In case I messed up the links:

post partum depression: http://www.womenshealth.gov/faq/postpartum.htm
Breast Feed or Else: http://www.nytimes.com/2006/06/13/health/13brea.html?ex=1151985600&en=4bd49310078f89a1&ei=5087%0A
About Breastfeeding from today's opinion section:http://www.nytimes.com/2006/07/02/opinion/02sun2.html


[Pic per ClinkShrink]

Saturday, April 22, 2006

[Roy] Tom Knows Psychiatry!

[Guest blogger here, Roy]: I don't know how many of you watch Keith "keep your knees loose" Olbermann's Countdown on MSNBC, but he tends to deliver news with an edge. For example, every night he has a segment titled, "Worst Person in the World." I think a recent one was about Phillip Winikoff, a 76yo man in a white lab coat going door-to-door saying that he was from the health department providing free, in-home screening breast exams. What a boob! [sorry--I can't resist a bad pun]

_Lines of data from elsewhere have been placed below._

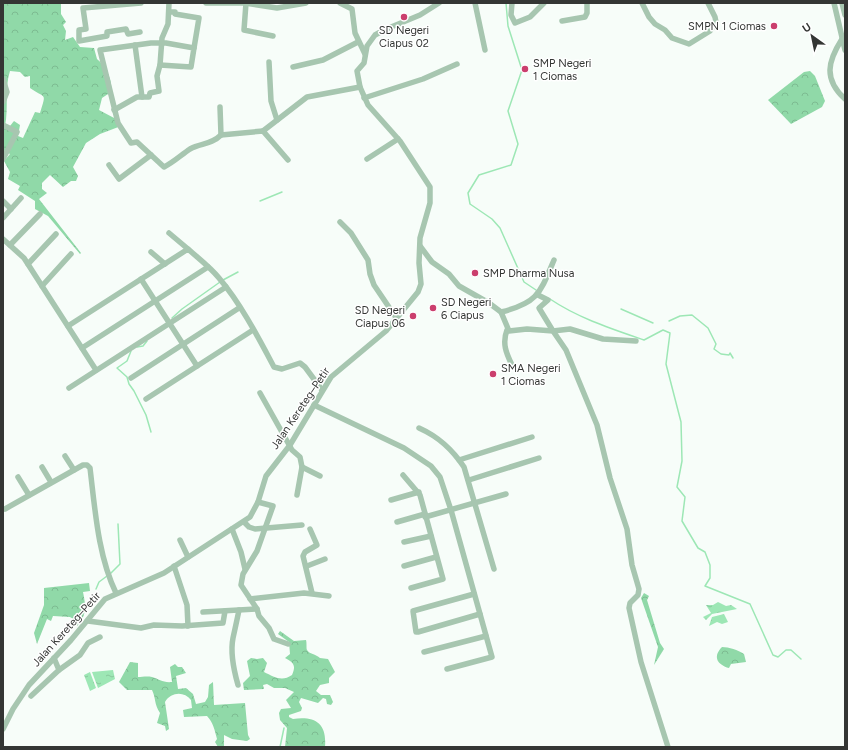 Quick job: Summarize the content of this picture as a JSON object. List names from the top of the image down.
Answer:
{
  "streets": {
    "street": ["Jalan Kereteg–Petir"]
  },
  "places": [
    "SD Negeri Ciapus 02",
    "SMPN 1 Ciomas",
    "SMP Negeri 1 Ciomas",
    "SMP Dharma Nusa",
    "SD Negeri 6 Ciapus",
    "SD Negeri Ciapus 06",
    "SMA Negeri 1 Ciomas"
  ],
  "north": "top left"
} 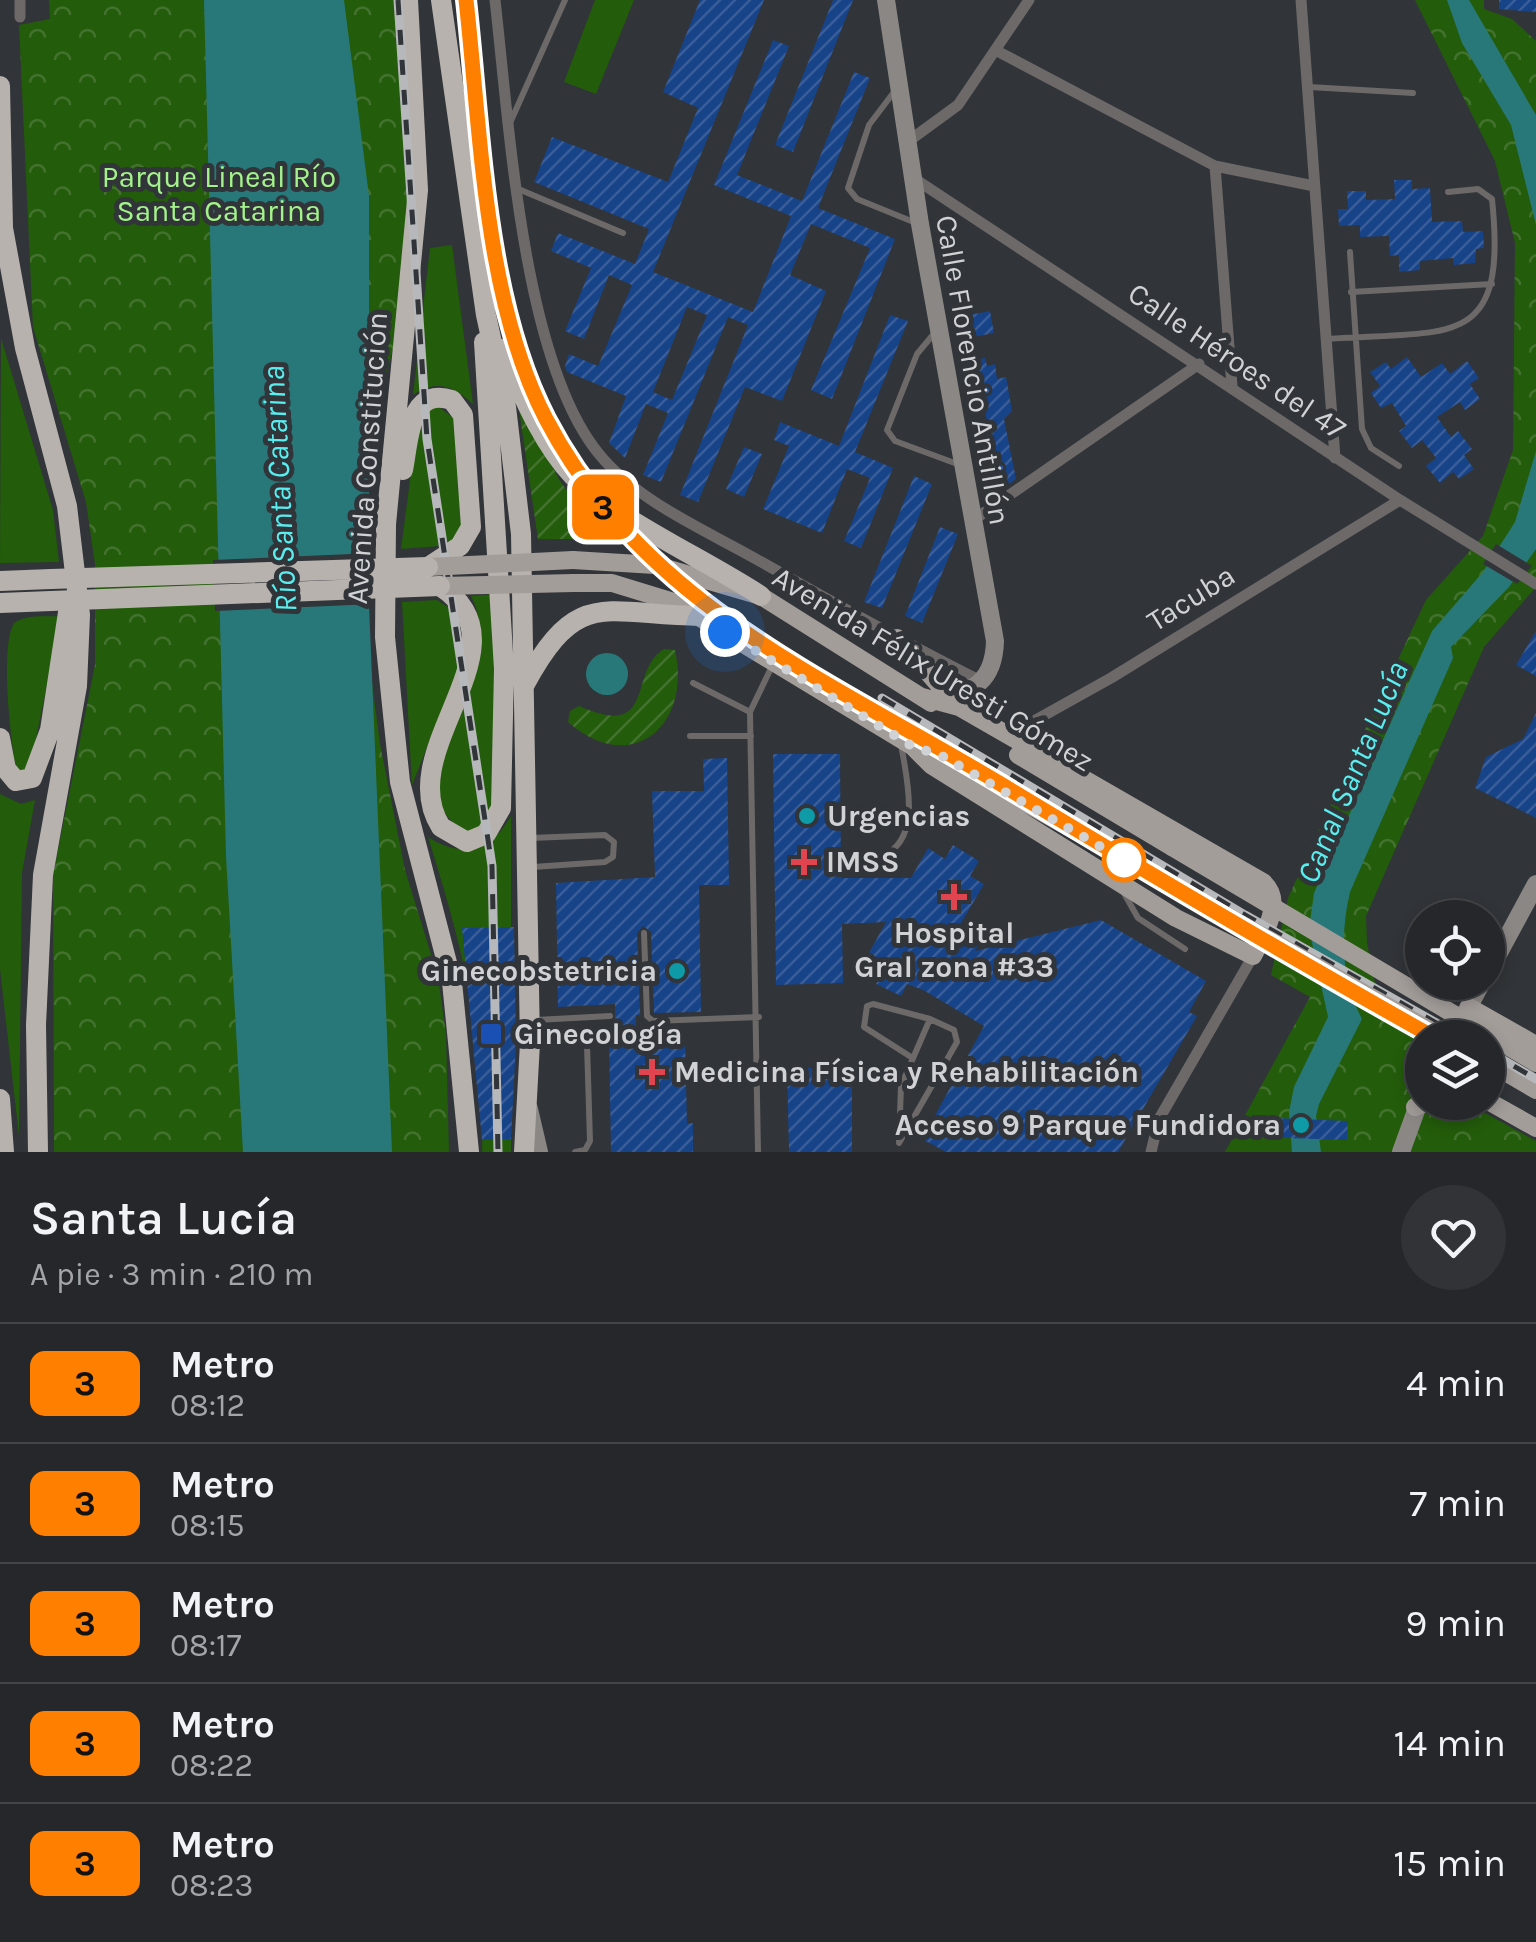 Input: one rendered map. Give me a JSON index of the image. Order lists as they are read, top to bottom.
{
  "streets": {
    "highway": ["Avenida Constitución", "Avenida Félix Uresti Gómez"],
    "street": ["Calle Héroes del 47", "Calle Florencio Antillón", "Tacuba"]
  },
  "crossings": [
    ["Calle Héroes del 47", "Calle Florencio Antillón"],
    ["Calle Héroes del 47", "Tacuba"]
  ],
  "water": ["Río Santa Catarina", "Canal Santa Lucía"],
  "parks": ["Parque Lineal Río Santa Catarina"],
  "places": {
    "other": ["Urgencias", "Ginecobstetricia", "Acceso 9 Parque Fundidora"],
    "health": ["IMSS", "Hospital Gral zona #33", "Medicina Física y Rehabilitación"],
    "transit": ["Ginecología"]
  },
  "lines": ["metro line 3"],
  "page": {
    "on_map": "3",
    "heading": ["Santa Lucía", "A pie · 3 min · 210 m"],
    "list": [
      {
        "mark": "3",
        "name": "Metro",
        "note": "08:12",
        "value": "4 min"
      },
      {
        "mark": "3",
        "name": "Metro",
        "note": "08:15",
        "value": "7 min"
      },
      {
        "mark": "3",
        "name": "Metro",
        "note": "08:17",
        "value": "9 min"
      },
      {
        "mark": "3",
        "name": "Metro",
        "note": "08:22",
        "value": "14 min"
      },
      {
        "mark": "3",
        "name": "Metro",
        "note": "08:23",
        "value": "15 min"
      }
    ]
  }
} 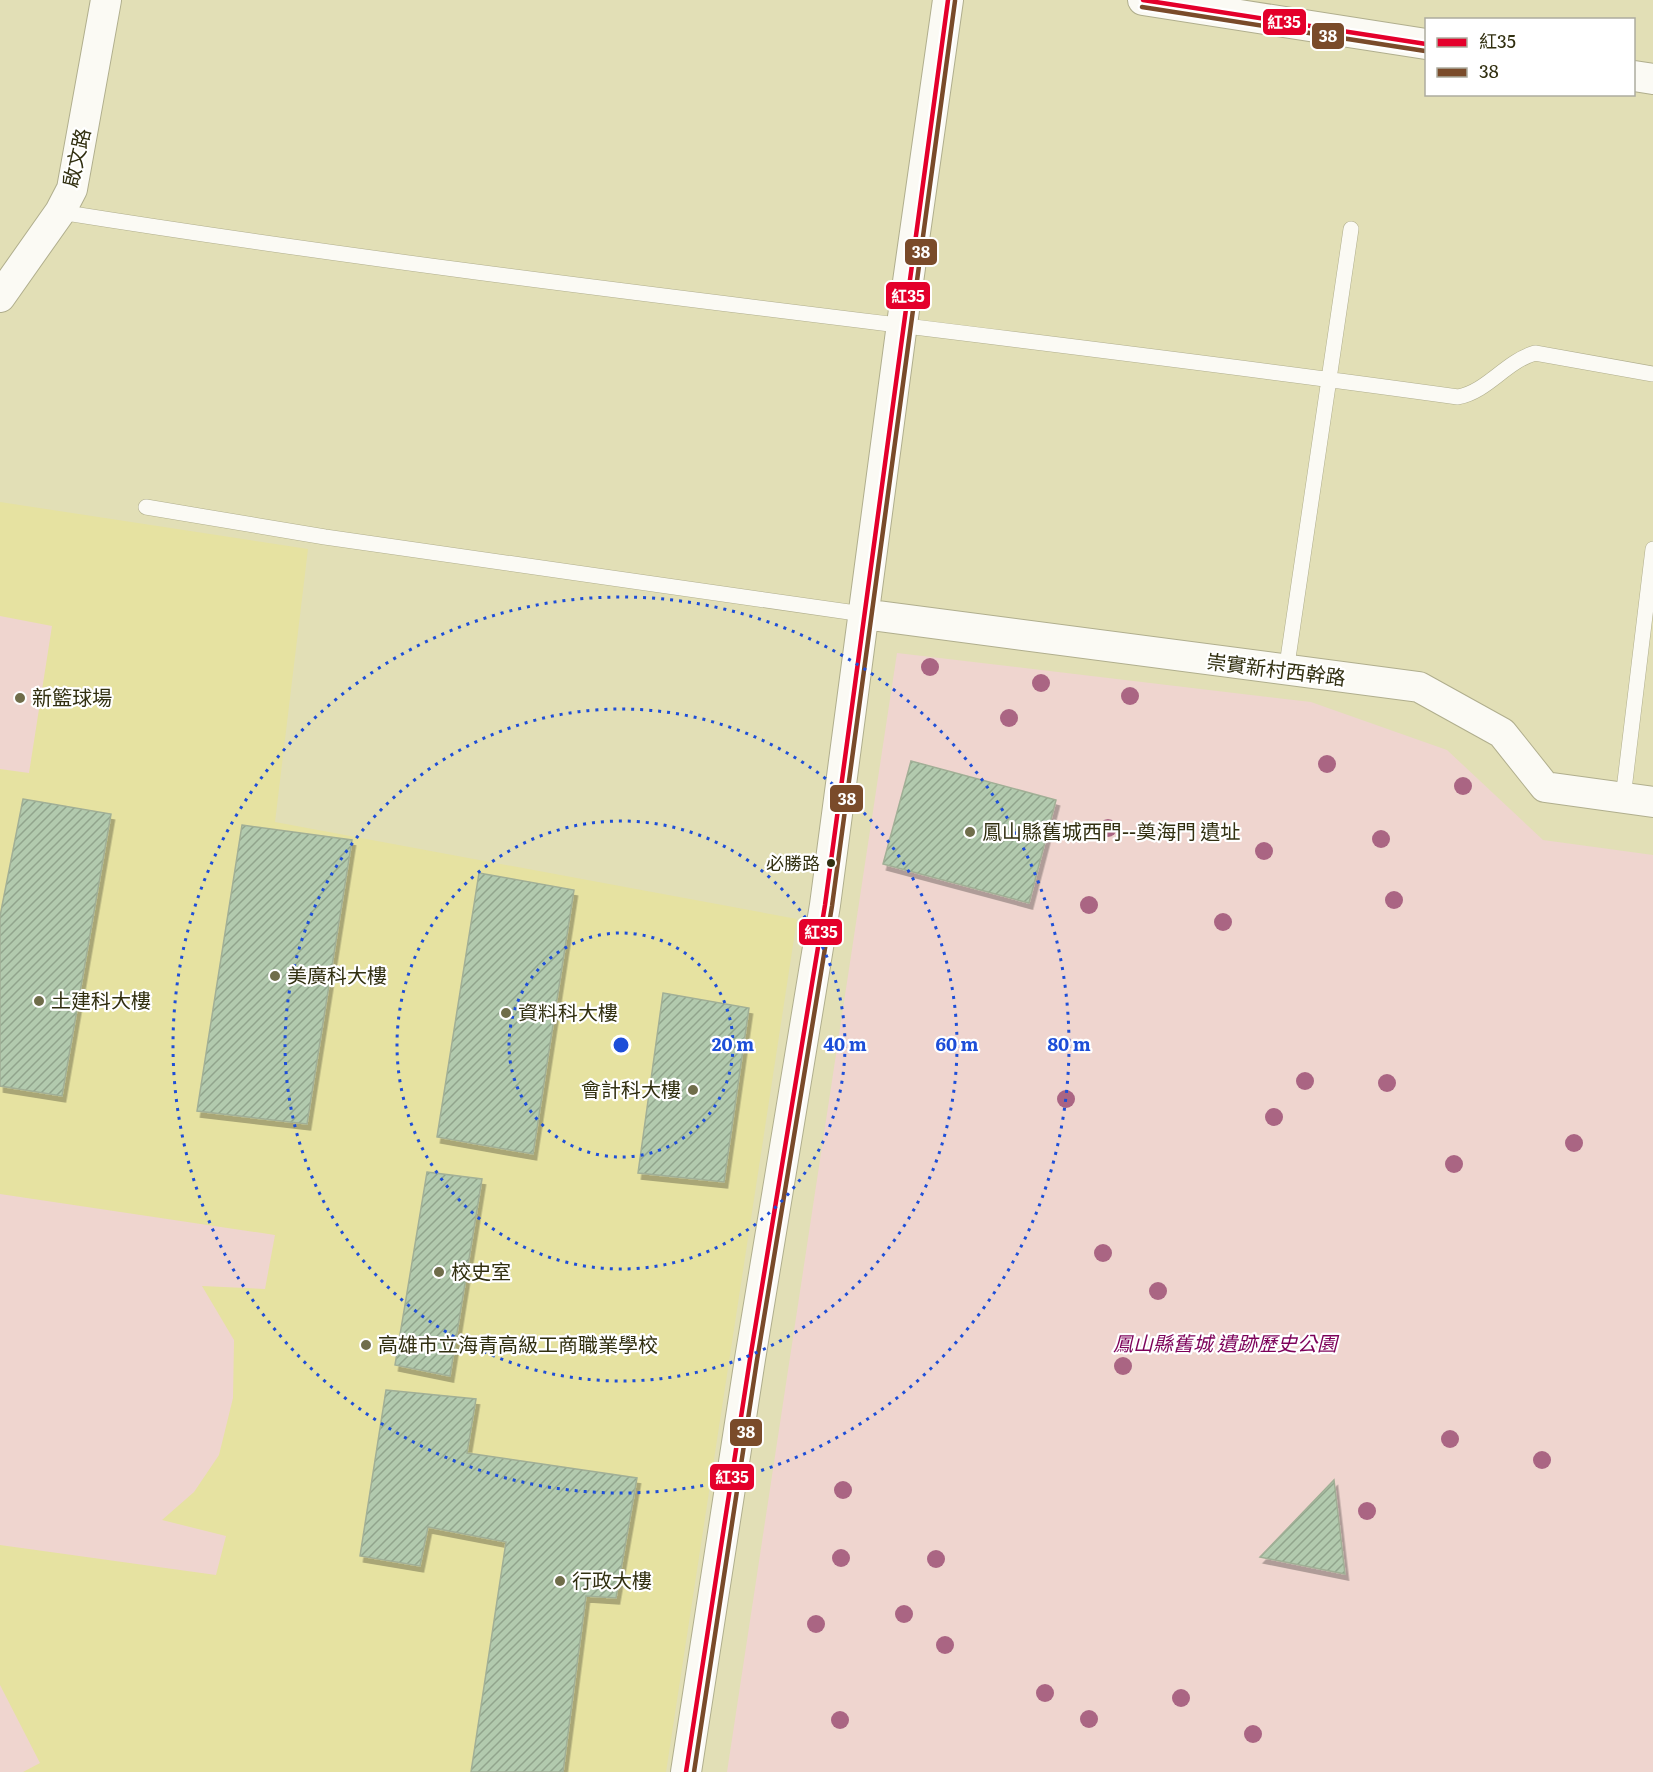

Keith Olbermann has recently focussed his lens on Tom Cruise. Before Mr. Cruise and Katie Holmes had their baby, Suri, this week, Keith was pondering whether he required Katie to have a "silent birth", as prescribed by his, umm, religion. My understanding is that the newborn must experience extreme quiet -- no touching, no noise -- for some period of time, I guess to let it chill out... you know, provide a little stress innoculation to protect it from future psychopathology, lest it be taken advantage of by unscrupulous psychiatric quacks who would push mind-altering drugs on to the would-be maladjusted, unsuspecting, little alien Thetan channeler, rather than the much more appropriate method of clearing one's bad karma by being audited by a specially trained, well, auditor, who uses some high-tech E-meter device to slowly but surely remove each and every last of the two-thousand-some galactic Thetan spirits which inhabit each of us when we are born. ::taking a deep breath::

Where am I going with this? Oh, yeah. Keith Olbermann pointed out that little Suri just happens to have been born on the same date that Brooke Shield's baby was born. You may recall that Mr. Cruise ridiculed Ms. Shields for seeking treatment for her postpartum depression, rather than handling it his way. Mr. Olbermann wondered what will happen if Ms. Shields also develops a postpartum depression (up to 10% of women develop postpartum depression after giving birth). We can guess she won't take medication or see a psychiatrist. I figure Tom will treat her. After all, he knows Psychiatry. Then, "Doctor" Phillip Winikoff can provide him a free examination.